## ASSIGNED TASK
Each record listed below is to be output exactly as written.

Saved data entries:
== Segment start ==
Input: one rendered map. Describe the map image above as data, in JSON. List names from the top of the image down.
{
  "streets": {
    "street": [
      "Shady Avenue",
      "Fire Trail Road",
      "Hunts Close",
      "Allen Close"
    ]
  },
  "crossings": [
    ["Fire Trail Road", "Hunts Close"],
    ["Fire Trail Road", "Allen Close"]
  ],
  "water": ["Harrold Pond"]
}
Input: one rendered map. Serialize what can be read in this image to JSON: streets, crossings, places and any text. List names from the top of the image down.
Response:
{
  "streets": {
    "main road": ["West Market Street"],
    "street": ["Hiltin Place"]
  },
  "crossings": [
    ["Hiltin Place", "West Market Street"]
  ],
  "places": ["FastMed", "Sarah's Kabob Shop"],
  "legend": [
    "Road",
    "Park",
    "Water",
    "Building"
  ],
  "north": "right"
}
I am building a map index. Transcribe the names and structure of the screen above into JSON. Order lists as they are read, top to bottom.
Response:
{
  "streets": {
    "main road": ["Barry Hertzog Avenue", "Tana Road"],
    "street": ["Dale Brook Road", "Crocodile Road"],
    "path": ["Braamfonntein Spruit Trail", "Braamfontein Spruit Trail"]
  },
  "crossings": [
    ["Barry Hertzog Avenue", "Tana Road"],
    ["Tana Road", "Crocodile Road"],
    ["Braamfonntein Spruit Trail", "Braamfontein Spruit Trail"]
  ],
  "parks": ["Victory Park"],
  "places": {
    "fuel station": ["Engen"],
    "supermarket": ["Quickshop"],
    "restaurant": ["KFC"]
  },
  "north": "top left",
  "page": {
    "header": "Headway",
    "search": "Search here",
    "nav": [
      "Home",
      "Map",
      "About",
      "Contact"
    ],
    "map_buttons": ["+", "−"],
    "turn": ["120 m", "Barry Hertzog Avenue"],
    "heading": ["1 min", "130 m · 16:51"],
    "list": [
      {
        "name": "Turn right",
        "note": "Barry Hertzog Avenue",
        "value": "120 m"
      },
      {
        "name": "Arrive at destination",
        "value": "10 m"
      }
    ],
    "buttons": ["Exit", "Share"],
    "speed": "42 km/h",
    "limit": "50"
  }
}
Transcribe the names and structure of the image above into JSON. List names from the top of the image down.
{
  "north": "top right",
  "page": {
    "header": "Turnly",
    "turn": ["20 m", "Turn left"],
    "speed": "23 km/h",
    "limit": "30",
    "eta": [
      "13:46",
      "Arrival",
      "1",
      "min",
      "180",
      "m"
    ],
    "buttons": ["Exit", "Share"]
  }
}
== Segment end ==
## TASK OUTPUT
Input: one rendered map. Describe the map image above as data, in JSON. List names from the top of the image down.
{
  "streets": {
    "street": [
      "Shady Avenue",
      "Fire Trail Road",
      "Hunts Close",
      "Allen Close"
    ]
  },
  "crossings": [
    ["Fire Trail Road", "Hunts Close"],
    ["Fire Trail Road", "Allen Close"]
  ],
  "water": ["Harrold Pond"]
}
Input: one rendered map. Serialize what can be read in this image to JSON: streets, crossings, places and any text. List names from the top of the image down.
Response:
{
  "streets": {
    "main road": ["West Market Street"],
    "street": ["Hiltin Place"]
  },
  "crossings": [
    ["Hiltin Place", "West Market Street"]
  ],
  "places": ["FastMed", "Sarah's Kabob Shop"],
  "legend": [
    "Road",
    "Park",
    "Water",
    "Building"
  ],
  "north": "right"
}
I am building a map index. Transcribe the names and structure of the screen above into JSON. Order lists as they are read, top to bottom.
Response:
{
  "streets": {
    "main road": ["Barry Hertzog Avenue", "Tana Road"],
    "street": ["Dale Brook Road", "Crocodile Road"],
    "path": ["Braamfonntein Spruit Trail", "Braamfontein Spruit Trail"]
  },
  "crossings": [
    ["Barry Hertzog Avenue", "Tana Road"],
    ["Tana Road", "Crocodile Road"],
    ["Braamfonntein Spruit Trail", "Braamfontein Spruit Trail"]
  ],
  "parks": ["Victory Park"],
  "places": {
    "fuel station": ["Engen"],
    "supermarket": ["Quickshop"],
    "restaurant": ["KFC"]
  },
  "north": "top left",
  "page": {
    "header": "Headway",
    "search": "Search here",
    "nav": [
      "Home",
      "Map",
      "About",
      "Contact"
    ],
    "map_buttons": ["+", "−"],
    "turn": ["120 m", "Barry Hertzog Avenue"],
    "heading": ["1 min", "130 m · 16:51"],
    "list": [
      {
        "name": "Turn right",
        "note": "Barry Hertzog Avenue",
        "value": "120 m"
      },
      {
        "name": "Arrive at destination",
        "value": "10 m"
      }
    ],
    "buttons": ["Exit", "Share"],
    "speed": "42 km/h",
    "limit": "50"
  }
}
Transcribe the names and structure of the image above into JSON. List names from the top of the image down.
{
  "north": "top right",
  "page": {
    "header": "Turnly",
    "turn": ["20 m", "Turn left"],
    "speed": "23 km/h",
    "limit": "30",
    "eta": [
      "13:46",
      "Arrival",
      "1",
      "min",
      "180",
      "m"
    ],
    "buttons": ["Exit", "Share"]
  }
}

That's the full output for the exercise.